This weekend was a weekend of rebuilding and strengthening relationships with the men in my life (and churning out files for work calls on Saturday and Sunday, but that make a much less interesting post).
CB
In 3 months I’ll have reached the 6th year of my relationship with CB, whom I met in high school. We’re both college graduates now, and still going. We’ve had big ups and downs, because of immaturity, insecurity, physical distance, and just plain ol’ growing-up on both sides. Sometimes, looking back, and looking at the seventeen-year-olds I know, I think it’s a minor miracle that we’ve made it this far when we started so young.
I’ve learned a lot about myself through the process. I’ve learned that perfection does not belong to man, nor woman, though that has been harder for me to accept.
I’m learning how to fight fair, and how to let go of the little hurts, annoyances and misunderstandings so they don’t poison the important stuff. I have learned am still learning that love is as much a verb as it is a noun.
Dad
This weekend I also reached out to Dad, with whom I’ve had a strained relationship in high school and a distant one in college. We never really fought after I left for college, but that’s because we stopped talking about anything beyond the most basic of niceties.
Now that I’ve finally had some (8 years worth!) of distance between us, I can move beyond the hurt that I felt as a teenager, realize that all relationships have faults, and see that at the end of the day, he’s still the only father I’ve got. Daddy’s little girl? Maybe not quite, but it’s never too late to try to build something new and better.
God
God is referred to as “He” in the Bible, but I think just as He is beyond human, he is also beyond human gender categorization (and I’ve taken a class called “Divine Feminine” in college). I am still working on building a spiritual life, and cultivating a relationship with something greater than myself and my own little world. It’s a work in progress.
I write a personal journal, and I tell God that I am pro-choice and I believe in evolution, and I ask Him why can’t we stop killing in His name, and why are there wars and accidents and crimes and horrible genetic diseases. I don’t have the answers, but I pray to Him nonetheless. A little bit of faith? That must be it.
Good for you.
Hey Well Heeled!
Long time lurker, finally piping up
I really enjoyed your post today. It’s amazing how relationships change and evolve, and how sometimes we grow apart from people and then grow back together. I also like your view on the liquidity of faith… I figure that God can handle where I don’t agree with him if on the whole I live a good, loving, giving life.

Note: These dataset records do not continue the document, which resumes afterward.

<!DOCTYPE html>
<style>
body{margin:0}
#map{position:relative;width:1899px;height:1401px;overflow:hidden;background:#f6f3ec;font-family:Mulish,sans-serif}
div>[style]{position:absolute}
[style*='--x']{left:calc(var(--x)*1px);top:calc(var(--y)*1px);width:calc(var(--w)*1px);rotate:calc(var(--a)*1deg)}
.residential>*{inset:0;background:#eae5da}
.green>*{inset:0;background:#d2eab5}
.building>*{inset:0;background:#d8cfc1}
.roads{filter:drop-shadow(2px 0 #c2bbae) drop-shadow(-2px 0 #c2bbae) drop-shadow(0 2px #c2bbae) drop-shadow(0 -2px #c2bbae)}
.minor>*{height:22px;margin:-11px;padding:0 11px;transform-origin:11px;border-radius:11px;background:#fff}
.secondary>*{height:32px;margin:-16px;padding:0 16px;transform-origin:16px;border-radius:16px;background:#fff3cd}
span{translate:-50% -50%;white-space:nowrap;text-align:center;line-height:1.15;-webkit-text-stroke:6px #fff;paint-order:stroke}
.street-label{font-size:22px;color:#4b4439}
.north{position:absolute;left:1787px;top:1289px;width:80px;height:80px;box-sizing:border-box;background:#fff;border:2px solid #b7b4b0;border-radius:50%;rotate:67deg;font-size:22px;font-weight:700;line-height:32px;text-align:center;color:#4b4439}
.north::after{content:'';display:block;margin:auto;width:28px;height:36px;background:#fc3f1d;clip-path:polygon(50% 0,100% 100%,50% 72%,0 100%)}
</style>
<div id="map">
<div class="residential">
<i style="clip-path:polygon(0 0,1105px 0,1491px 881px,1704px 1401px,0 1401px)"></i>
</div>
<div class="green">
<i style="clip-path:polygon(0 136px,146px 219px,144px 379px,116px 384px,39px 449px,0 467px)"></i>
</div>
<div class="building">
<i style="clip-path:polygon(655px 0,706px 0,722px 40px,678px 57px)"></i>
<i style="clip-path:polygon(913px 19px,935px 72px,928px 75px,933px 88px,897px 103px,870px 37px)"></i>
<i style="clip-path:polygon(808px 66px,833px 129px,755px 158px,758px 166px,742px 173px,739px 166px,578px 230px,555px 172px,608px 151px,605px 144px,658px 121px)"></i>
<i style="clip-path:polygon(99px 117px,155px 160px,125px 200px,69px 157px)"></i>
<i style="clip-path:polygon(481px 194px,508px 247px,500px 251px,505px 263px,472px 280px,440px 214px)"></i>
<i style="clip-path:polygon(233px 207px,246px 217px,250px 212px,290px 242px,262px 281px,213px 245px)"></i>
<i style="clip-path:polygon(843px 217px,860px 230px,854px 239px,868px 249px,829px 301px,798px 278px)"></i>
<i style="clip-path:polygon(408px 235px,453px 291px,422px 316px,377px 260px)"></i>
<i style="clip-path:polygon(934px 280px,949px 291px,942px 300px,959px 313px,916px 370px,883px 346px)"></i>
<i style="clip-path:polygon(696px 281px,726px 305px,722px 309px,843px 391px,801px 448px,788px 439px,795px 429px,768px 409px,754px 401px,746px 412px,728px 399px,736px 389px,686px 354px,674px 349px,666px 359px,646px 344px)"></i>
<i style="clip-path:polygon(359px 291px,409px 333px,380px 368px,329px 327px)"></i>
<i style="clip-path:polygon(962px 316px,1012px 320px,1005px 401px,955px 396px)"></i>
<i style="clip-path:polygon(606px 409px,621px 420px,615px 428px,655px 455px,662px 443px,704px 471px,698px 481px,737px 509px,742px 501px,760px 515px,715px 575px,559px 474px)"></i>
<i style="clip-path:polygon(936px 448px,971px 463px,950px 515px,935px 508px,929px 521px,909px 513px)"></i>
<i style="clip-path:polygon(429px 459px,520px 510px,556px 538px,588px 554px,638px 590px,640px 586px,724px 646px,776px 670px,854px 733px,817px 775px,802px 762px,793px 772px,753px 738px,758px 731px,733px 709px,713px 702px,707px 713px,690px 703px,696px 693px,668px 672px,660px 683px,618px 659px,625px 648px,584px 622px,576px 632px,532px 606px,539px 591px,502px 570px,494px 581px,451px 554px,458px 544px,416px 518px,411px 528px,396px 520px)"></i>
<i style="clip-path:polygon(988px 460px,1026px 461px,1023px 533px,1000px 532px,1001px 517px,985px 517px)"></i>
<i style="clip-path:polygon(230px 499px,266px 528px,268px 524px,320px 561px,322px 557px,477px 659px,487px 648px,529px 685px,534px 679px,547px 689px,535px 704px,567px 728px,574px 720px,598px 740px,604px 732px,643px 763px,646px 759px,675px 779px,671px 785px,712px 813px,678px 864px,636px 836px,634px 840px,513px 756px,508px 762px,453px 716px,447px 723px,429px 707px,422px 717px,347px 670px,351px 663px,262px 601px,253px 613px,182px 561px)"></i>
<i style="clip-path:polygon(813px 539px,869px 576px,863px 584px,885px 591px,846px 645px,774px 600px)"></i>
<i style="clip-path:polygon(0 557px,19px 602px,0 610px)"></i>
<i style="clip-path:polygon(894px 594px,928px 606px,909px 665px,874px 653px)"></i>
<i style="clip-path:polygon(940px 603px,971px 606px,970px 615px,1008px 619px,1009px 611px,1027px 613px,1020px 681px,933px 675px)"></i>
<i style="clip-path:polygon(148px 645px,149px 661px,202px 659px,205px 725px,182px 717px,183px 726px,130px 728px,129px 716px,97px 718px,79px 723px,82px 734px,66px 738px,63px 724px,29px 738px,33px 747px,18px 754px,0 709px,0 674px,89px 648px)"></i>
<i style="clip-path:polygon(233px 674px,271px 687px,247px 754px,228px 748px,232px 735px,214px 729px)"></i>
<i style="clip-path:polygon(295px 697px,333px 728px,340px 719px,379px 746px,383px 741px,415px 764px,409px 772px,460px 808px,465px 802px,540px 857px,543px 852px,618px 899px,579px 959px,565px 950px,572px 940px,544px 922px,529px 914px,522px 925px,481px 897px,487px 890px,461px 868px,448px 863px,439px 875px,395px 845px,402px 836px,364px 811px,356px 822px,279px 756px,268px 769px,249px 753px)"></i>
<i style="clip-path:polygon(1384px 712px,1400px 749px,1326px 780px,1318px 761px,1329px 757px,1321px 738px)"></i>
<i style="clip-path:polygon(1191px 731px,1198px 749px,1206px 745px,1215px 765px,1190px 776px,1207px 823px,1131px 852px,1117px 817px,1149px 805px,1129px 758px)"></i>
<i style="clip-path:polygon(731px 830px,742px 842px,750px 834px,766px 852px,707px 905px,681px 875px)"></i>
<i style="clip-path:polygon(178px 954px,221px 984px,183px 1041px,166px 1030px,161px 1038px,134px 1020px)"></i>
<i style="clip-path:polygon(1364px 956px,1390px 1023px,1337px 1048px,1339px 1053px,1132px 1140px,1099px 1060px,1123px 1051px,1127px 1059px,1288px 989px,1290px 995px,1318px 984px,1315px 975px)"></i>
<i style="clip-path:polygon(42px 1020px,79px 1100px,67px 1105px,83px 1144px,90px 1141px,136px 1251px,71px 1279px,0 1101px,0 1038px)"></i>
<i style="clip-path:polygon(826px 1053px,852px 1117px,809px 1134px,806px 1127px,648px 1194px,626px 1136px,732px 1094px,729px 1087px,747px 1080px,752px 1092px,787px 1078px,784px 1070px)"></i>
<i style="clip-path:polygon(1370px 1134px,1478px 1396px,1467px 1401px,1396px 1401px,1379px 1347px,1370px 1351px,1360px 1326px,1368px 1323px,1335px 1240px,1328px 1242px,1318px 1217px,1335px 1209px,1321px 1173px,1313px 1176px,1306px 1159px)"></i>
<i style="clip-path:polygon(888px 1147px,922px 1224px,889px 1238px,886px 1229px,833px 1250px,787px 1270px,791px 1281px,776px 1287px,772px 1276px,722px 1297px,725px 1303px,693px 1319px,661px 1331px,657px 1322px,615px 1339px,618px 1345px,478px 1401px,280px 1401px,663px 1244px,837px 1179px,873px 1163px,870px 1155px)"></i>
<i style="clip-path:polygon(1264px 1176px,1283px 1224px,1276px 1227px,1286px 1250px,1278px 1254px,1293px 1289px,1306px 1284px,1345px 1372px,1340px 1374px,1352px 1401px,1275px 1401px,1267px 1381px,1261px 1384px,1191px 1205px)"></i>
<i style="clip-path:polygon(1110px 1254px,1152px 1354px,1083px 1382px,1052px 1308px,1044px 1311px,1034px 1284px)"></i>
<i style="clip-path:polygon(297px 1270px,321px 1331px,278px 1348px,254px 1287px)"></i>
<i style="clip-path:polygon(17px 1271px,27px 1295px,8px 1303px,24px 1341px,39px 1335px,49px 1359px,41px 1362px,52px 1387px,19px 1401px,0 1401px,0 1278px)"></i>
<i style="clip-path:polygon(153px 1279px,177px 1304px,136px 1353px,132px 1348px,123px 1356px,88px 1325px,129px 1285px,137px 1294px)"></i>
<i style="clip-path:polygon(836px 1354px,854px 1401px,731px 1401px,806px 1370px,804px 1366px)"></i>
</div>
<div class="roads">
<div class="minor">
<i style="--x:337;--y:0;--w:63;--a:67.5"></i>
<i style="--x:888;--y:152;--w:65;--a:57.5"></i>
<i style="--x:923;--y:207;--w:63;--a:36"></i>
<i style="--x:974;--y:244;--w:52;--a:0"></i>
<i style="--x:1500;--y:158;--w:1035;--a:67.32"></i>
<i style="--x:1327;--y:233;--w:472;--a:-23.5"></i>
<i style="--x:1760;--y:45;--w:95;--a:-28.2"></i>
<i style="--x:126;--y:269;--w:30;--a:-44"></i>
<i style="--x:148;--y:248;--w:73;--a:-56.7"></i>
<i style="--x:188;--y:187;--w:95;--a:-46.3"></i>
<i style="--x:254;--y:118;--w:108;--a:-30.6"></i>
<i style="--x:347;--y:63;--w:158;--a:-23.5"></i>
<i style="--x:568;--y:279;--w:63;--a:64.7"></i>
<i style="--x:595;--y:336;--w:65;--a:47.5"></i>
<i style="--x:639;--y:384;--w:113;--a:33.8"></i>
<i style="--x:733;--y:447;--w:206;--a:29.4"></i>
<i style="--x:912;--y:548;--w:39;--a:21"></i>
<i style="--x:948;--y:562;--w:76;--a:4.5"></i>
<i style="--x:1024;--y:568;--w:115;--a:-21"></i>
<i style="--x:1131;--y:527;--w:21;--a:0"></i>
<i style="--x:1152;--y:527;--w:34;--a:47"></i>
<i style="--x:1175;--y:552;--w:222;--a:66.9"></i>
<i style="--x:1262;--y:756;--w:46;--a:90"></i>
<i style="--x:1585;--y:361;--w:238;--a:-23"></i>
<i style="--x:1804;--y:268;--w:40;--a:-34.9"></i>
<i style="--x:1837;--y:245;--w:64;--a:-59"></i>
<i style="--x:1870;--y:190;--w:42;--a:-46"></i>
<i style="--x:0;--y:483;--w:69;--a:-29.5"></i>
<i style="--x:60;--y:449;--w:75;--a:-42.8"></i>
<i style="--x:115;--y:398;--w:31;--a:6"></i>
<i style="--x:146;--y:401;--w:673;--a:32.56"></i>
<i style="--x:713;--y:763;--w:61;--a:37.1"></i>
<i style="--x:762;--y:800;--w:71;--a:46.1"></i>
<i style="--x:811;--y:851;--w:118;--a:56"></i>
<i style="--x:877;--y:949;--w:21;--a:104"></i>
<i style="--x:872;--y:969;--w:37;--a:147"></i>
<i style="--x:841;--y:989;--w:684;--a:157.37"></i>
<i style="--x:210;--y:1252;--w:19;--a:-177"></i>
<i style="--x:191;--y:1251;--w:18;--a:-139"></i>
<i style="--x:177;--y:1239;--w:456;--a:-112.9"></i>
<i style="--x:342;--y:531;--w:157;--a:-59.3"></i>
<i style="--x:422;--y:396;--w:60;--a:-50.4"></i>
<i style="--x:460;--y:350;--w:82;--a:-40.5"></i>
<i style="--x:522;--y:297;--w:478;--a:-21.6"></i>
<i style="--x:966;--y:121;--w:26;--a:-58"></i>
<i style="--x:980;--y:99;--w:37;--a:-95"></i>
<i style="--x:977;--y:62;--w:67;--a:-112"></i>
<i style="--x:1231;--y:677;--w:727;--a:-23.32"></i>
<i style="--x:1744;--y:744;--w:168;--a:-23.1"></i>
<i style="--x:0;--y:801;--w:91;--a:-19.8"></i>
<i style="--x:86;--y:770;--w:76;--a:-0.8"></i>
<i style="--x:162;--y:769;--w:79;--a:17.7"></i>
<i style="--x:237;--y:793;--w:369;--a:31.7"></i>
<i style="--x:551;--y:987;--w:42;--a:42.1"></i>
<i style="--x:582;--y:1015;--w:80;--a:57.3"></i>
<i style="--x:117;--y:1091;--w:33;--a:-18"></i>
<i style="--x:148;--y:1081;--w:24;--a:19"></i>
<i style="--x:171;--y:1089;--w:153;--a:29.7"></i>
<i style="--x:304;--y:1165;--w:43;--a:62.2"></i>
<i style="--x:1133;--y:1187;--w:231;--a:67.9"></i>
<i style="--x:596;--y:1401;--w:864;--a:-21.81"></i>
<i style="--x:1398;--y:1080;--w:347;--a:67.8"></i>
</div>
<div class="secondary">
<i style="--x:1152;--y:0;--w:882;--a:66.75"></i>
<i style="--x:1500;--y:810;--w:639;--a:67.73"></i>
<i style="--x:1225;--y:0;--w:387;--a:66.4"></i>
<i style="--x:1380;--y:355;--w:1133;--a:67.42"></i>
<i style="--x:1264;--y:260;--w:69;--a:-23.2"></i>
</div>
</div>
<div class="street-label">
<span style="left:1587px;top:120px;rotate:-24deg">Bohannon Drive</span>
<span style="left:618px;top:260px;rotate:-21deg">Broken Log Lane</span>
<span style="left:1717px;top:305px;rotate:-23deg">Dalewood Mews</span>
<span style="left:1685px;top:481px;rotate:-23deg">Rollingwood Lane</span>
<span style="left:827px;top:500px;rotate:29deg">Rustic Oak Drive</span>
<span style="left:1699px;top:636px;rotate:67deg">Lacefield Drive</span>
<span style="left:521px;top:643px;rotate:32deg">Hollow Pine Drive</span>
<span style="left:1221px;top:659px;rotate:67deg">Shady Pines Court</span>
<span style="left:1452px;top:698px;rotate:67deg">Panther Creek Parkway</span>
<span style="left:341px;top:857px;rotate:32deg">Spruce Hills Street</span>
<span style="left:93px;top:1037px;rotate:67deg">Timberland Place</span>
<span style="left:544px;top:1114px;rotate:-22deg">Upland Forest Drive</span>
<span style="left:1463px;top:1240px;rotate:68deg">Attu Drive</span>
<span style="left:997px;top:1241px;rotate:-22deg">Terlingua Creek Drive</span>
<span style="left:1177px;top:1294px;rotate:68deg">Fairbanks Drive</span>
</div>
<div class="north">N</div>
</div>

Best of luck in your relationships with CB and your dad, honey!Keep writing the excellent posts you do.
This is lovely, especially the last one. I struggle with things like this too, and I think you put it beautifully. Faith is a life process and much less black and white than some would have us believe (so to speak — ha).
Strenghtning your relationship with dad also reinforces the more personal ones with CB and God all the more stronger.
They directly influence each other too! I meant to add that in my earlier comment but clicked in the “submit” button too quickly.
Good luck with your CB and your dad. Isn’t it always a process??
Reading your third one, I immediately thought of a book that I’m always reading off and on that I thought you might like. It’s called “The Good Book” by Peter J. Gomes (this was the chapel minister at my undergraduate college), and it has really helped me understand that I can still have a spiritual life that isn’t discordant with my liberal views. It’s helped me so much. Also helps you see how much people’s views on faith and the Bible are culturally constructed, and not necessarily the way things are!